A strong performance from the group’s largest brand, Beldray, further growth in the online and supermarket channels, and the ability to offset increased Chinese shipping rates were key features of UP Global Sourcing’s FY2021 trading statement. Moreover, the company’s financial position continues to improve with both relatively low year end net debt and ample facilities headroom. We raise both our sales and profit forecasts in this report.
UPGS’s sales revenue increased by 11.4% to £75.4m in the six months to end-January 2021. Moreover, net bank debt shrank to £1.5m from £3.8m at the end of FY2020 and £11.2m at the same stage a year earlier. The company announced funding headroom of £25.5m. Cookware, laundry, cleaning, floor care and kitchen electrical products all traded strongly.

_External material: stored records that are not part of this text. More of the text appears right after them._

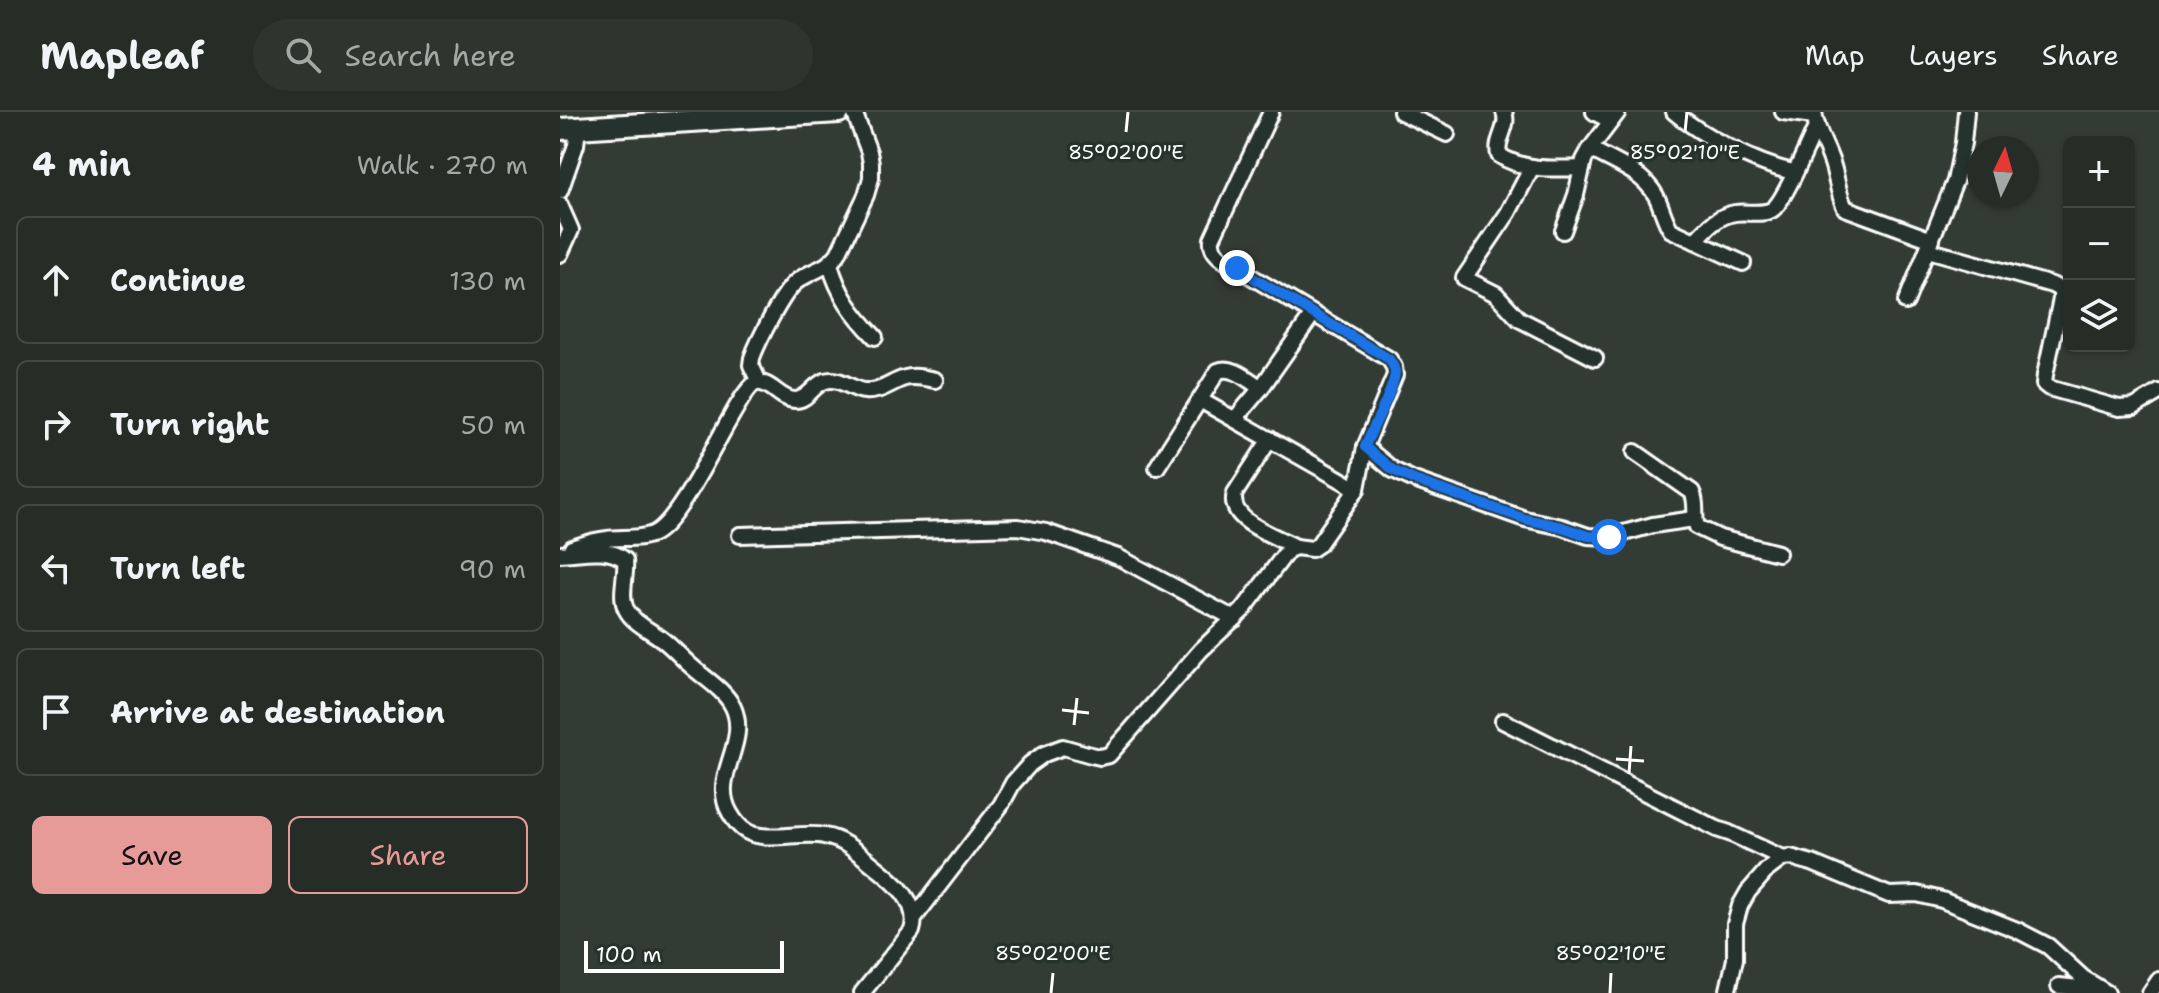 <!DOCTYPE html>
<html lang="en">
<head>
<meta charset="utf-8">
<style>
	:root { --surface:#262d27; --page:#2e352f; --text:#f1f3f6; --muted:#a4a8a7; --line:#424944; --accent:#e69b98 }
	body { margin:0; font-family:"Shantell Sans",sans-serif; background:var(--page); color:var(--text) }
	.controls { position:absolute; right:24px; top:24px; display:grid; overflow:hidden; border-radius:12px; box-shadow:0 2px 6px #0004 }
	.controls button { width:72px; height:72px; display:grid; place-items:center; padding:0; border:0; border-bottom:2px solid var(--line); background:var(--surface); color:var(--text); font:40px sans-serif }
	.compass { position:absolute; left:1407px; top:24px; width:72px; height:72px; border-radius:50%; background:var(--surface); box-shadow:0 2px 6px #0004; rotate:5deg }
	.scale { position:absolute; left:24px; bottom:20px; width:200px; box-sizing:border-box; padding-left:8px; border:4px solid #fff; border-top:0; font-size:22px; line-height:28px; white-space:nowrap; color:#fff; -webkit-text-stroke:6px #26332d; paint-order:stroke }
	.stop { position:absolute; width:24px; height:24px; margin:-18px; border:6px solid #1a73e8; border-radius:50%; background:#fff }
	.stop.end { background:#1a73e8; border-color:#fff; box-shadow:0 2px 8px #0008 }
	.list { margin:0; padding:0; list-style:none }
	h2 { display:flex; justify-content:space-between; align-items:center; height:104px; margin:0; padding:0 32px; font-size:34px }
	h2 small { font-size:26px; font-weight:400; color:var(--muted) }
	.list li { display:grid; grid-template-columns:52px 1fr auto; gap:24px; align-items:center; box-sizing:border-box; height:128px; margin:0 16px 16px; padding:0 16px; border:2px solid var(--line); border-radius:12px }
	.list b { display:block; font-size:30px; white-space:nowrap }
	.list em { font-size:26px; font-style:normal; color:var(--muted) }
	.actions { display:flex; gap:16px; padding:24px 32px }
	.actions a { flex:1; padding:18px 0; border:2px solid var(--accent); border-radius:12px; text-align:center; font-size:28px; color:var(--accent) }
	.actions .main { background:var(--accent); color:#111 }
	.icon { flex:none; width:44px; height:44px; fill:none; stroke:currentColor; stroke-width:2; stroke-linecap:round; stroke-linejoin:round }
	.map { position:relative; flex:none; width:1599px; height:881px; overflow:hidden }
	header { display:flex; align-items:center; gap:48px; box-sizing:border-box; height:112px; padding:0 40px; background:var(--surface); border-bottom:2px solid var(--line) }
	header strong { font-size:38px }
	nav { display:flex; gap:44px; margin-inline-start:auto; font-size:28px }
	.search { width:560px; height:72px; background:var(--page); display:flex; align-items:center; gap:20px; box-sizing:border-box; padding:0 28px; border-radius:44px; color:var(--muted); font-size:30px }
	main { display:flex }
	aside { flex:1; background:var(--surface) }
	.map>svg:first-child { display:block }
	.lines { fill:none; stroke-linecap:round; stroke-linejoin:round }
	.street-casing { stroke:#fff; stroke-width:20 }
	.secondary-casing { stroke:#fff; stroke-width:26 }
	.street { stroke:#26332d; stroke-width:14 }
	.secondary { stroke:#26332d; stroke-width:20 }
	.route { stroke:#1a73e8; stroke-width:10 }
	.ticks { fill:none; stroke:#fff; stroke-width:3 }
	.ticks-label { font-size:20px; text-anchor:middle; fill:#fff; stroke:#26332d; stroke-width:7; stroke-linejoin:round; paint-order:stroke }
</style>
</head>
<body>
<header>
<strong>Mapleaf</strong>
<div class="search"><svg class="icon" aria-label="search" viewBox="0 0 24 24"><circle cx="10" cy="10" r="6"/><path d="M15 15l6 6"/></svg>Search here</div>
<nav><a>Map</a><a>Layers</a><a>Share</a></nav>
</header>
<main>
<aside>
<h2>4 min<small>Walk · 270 m</small></h2>
<ul class="list">
<li><svg class="icon" aria-label="ahead" viewBox="0 0 24 24"><path d="M12 20V5M6 11l6-6 6 6"/></svg><div><b>Continue</b></div><em>130 m</em></li>
<li><svg class="icon" aria-label="right" viewBox="0 0 24 24"><path d="M7 20v-9h11M14 6l5 5-5 5"/></svg><div><b>Turn right</b></div><em>50 m</em></li>
<li><svg class="icon" aria-label="left" viewBox="0 0 24 24"><path d="M17 20v-9H6M10 6l-5 5 5 5"/></svg><div><b>Turn left</b></div><em>90 m</em></li>
<li><svg class="icon" aria-label="arrive" viewBox="0 0 24 24"><path d="M6 21V4h12l-3 4 3 4H6"/></svg><div><b>Arrive at destination</b></div></li>
</ul>
<div class="actions"><a class="main">Save</a><a>Share</a></div>
</aside>
<div class="map">
<svg width="1599" height="881" viewBox="0 0 1599 881">
	<rect width="100%" height="100%" fill="#333c34"/>
	<filter id="ink" filterUnits="userSpaceOnUse"><feTurbulence type="fractalNoise" baseFrequency=".0125" numOctaves="2"/><feDisplacementMap in="SourceGraphic" scale="16" xChannelSelector="R" yChannelSelector="G"/><feConvolveMatrix kernelMatrix="1 2 1 2 8 2 1 2 1" color-interpolation-filters="sRGB"/></filter>
	<g filter="url(#ink)">
		<g class="lines">
			<defs>
				<g id="street">
					<path d="M 841,0 L 887,22"/>
					<path d="M 944,0 C 950,15 935,27 939,43 C 962,59 994,57 1022,56"/>
					<path d="M 1034,0 L 1051,9"/>
					<path d="M 1114,0 C 1142,24 1199,54 1235,60"/>
					<path d="M 1223,0 L 1254,4"/>
					<path d="M 1254,0 C 1256,19 1266,33 1272,51 C 1277,66 1278,82 1285,96 L 1372,128"/>
					<path d="M 1030,37 C 1052,49 1083,60 1096,84 C 1102,95 1104,108 1111,118 L 1183,151"/>
					<path d="M 972,55 L 948,101 L 904,166 L 936,182 L 959,207 L 1035,246"/>
					<path d="M 0,79 L 16,33 L 18,16"/>
					<path d="M 0,93 L 11,118 L 0,142"/>
					<path d="M 1003,119 L 1016,83 L 1024,48 L 1030,37 L 1058,0"/>
					<path d="M 1135,129 C 1147,116 1157,104 1175,101 C 1186,99 1204,104 1213,97 C 1225,88 1249,30 1257,13"/>
					<path d="M 1368,138 L 1492,173 L 1501,178 L 1501,187 L 1485,263 L 1484,272 L 1489,276 L 1559,296 L 1574,295 L 1599,280"/>
					<path d="M 270,152 C 278,182 293,202 315,225"/>
					<path d="M 1346,190 L 1395,69 L 1403,31 L 1406,0"/>
					<path d="M 199,270 L 191,253 L 192,246 C 198,229 223,180 236,170 C 251,158 266,158 278,142 L 306,83 L 311,66 L 311,51 L 309,40 L 294,0"/>
					<path d="M 640,288 L 797,377"/>
					<path d="M 675,307 L 701,276 L 753,202"/>
					<path d="M 710,327 L 675,381 C 666,409 716,424 736,435"/>
					<path d="M 805,335 L 833,358 L 854,368 L 965,407 L 1002,415 L 1028,424 L 1049,425 L 1093,413 L 1134,407"/>
					<path d="M 1075,340 L 1132,380 C 1138,391 1133,403 1137,415 L 1160,426 L 1218,441"/>
					<path d="M 597,355 L 658,259 C 673,253 688,268 701,276"/>
					<path d="M 180,423 L 458,415 L 486,420 L 558,445 L 675,507"/>
					<path d="M 12,436 C 24,432 35,428 47,427 C 62,425 82,428 95,421 C 129,402 178,274 197,271 C 211,269 220,288 235,288 C 248,288 253,273 265,269 C 280,264 291,278 305,279 C 320,281 331,270 345,266 C 355,263 365,266 375,268"/>
					<path d="M 0,442 C 22,441 47,434 65,448 C 67,463 59,483 66,497 C 73,511 90,518 103,528 C 112,535 121,545 130,553 C 144,566 164,577 173,595 C 190,632 149,665 170,701 C 174,708 179,715 186,719 C 204,731 242,719 264,724 C 283,727 297,740 311,751 C 332,768 361,789 352,819 L 302,881"/>
					<path d="M 943,609 L 1157,717 L 1169,721 L 1223,746"/>
					<path d="M 354,806 L 441,693 L 453,671 L 470,652 L 484,642 L 503,635 L 531,643 L 540,645 L 549,643 L 641,538 L 683,498 L 728,438 L 736,435 L 752,437 L 758,433 L 797,377 L 805,335 L 835,263 L 834,255 L 829,247 L 677,156 C 665,149 650,142 652,127 L 711,0"/>
					<path d="M 1499,874 L 1538,878"/>
					<path d="M 1168,878 L 1175,847 L 1175,812 L 1180,794 L 1188,780 L 1207,758 L 1223,746 L 1230,745 L 1252,751 L 1329,783 L 1357,782 L 1382,788 L 1457,818 L 1488,834 L 1523,866 L 1547,881"/>
					<path d="M 1590,881 L 1599,868"/>
				</g>
				<path id="secondary" d="M 0,17 L 279,0"/>
			</defs>
			<use href="#street" class="street-casing"/>
			<use href="#secondary" class="secondary-casing"/>
			<use href="#street" class="street"/>
			<use href="#secondary" class="secondary"/>
		</g>
	</g>
	<g class="lines" filter="url(#ink)">
		<path class="route" d="M 677,156 L 829,247 C 832,252 834,254 835,259 C 836,275 811,317 805,335 L 833,358 L 854,368 L 965,407 L 1002,415 L 1028,424 L 1049,425"/>
	</g>
	<path class="ticks" d="M 566,20 L 568,0M 1125,20 L 1127,0M 502,598 L 529,601M 514,613 L 517,586M 1056,647 L 1084,649M 1069,662 L 1071,634M 491,881 L 493,861M 1050,881 L 1051,861"/>
	<g class="ticks-label">
		<text x="566" y="47">85°02'00"E</text>
		<text x="1125" y="47">85°02'10"E</text>
		<text x="493" y="848">85°02'00"E</text>
		<text x="1051" y="848">85°02'10"E</text>
	</g>
</svg>
<div class="controls">
<button>+</button>
<button>−</button>
<button><svg class="icon" aria-label="layers" viewBox="0 0 24 24"><path d="M12 4l9 5-9 5-9-5zM3 14l9 5 9-5"/></svg></button>
</div>
<svg class="compass" viewBox="-18 -18 36 36"><path d="M0-13l5 13h-10z" fill="#e53935"/><path d="M0 13l5-13h-10z" fill="#a4a8a7"/></svg>
<div class="scale">100 m</div>
<div class="stop" style="left:1049px;top:425px"></div>
<div class="stop end" style="left:677px;top:156px"></div>
</div>
</main>
</body>
</html>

Today’s announcement included raised guidance for the FY2021 financial year. Having increased our forecasts as recently as 14th December in a research update Beldray Leads the Way, we raise our FY2021 sales estimate again from £130.5m to £136.8m and our FY2021 profit forecast (EBITDA) from £12.4m to £12.8m. If our assessment is correct, the company will have recorded a 5.6% compound annual sales growth rate since 2017 – itself a strong year.
Beldray’s strong performance is consistent with the company’s brands being well positioned for further growth. Indeed the brand represented 28% of group sales revenue in FY2020 and encapsulates UPGS’s ability to deliver attractive “feel good” brands at affordable prices. Moreover, Beldray’s success augurs well for the smaller owned brands Intempo, Progress and Kleeneze (which combined were 9% of group sales last year) and also for licensed brands Salter and Russell Hobbs: 22% and 10% respectively.
Brisk sales growth in the online and supermarket channels tends to confirm positive brand management in our view. These channels rely heavily on brand strength to grow, largely because they arguably offer a more “level playing field” between competing brands as well as in the supermarket channel having effectively to fight for retail selling space.
The valuation of UPGS remains undemanding. Based on our revised estimates, UPGS trades on a 0.9x EV/sales ratio and its shares on a 13.4x prospective P/E ratio. Moreover, given the company’s growth credentials, a 3.8% yield looks attractive. We continue to argue at this stage of growth for a current fair value of at least 150p / share, which is 11% above their current level.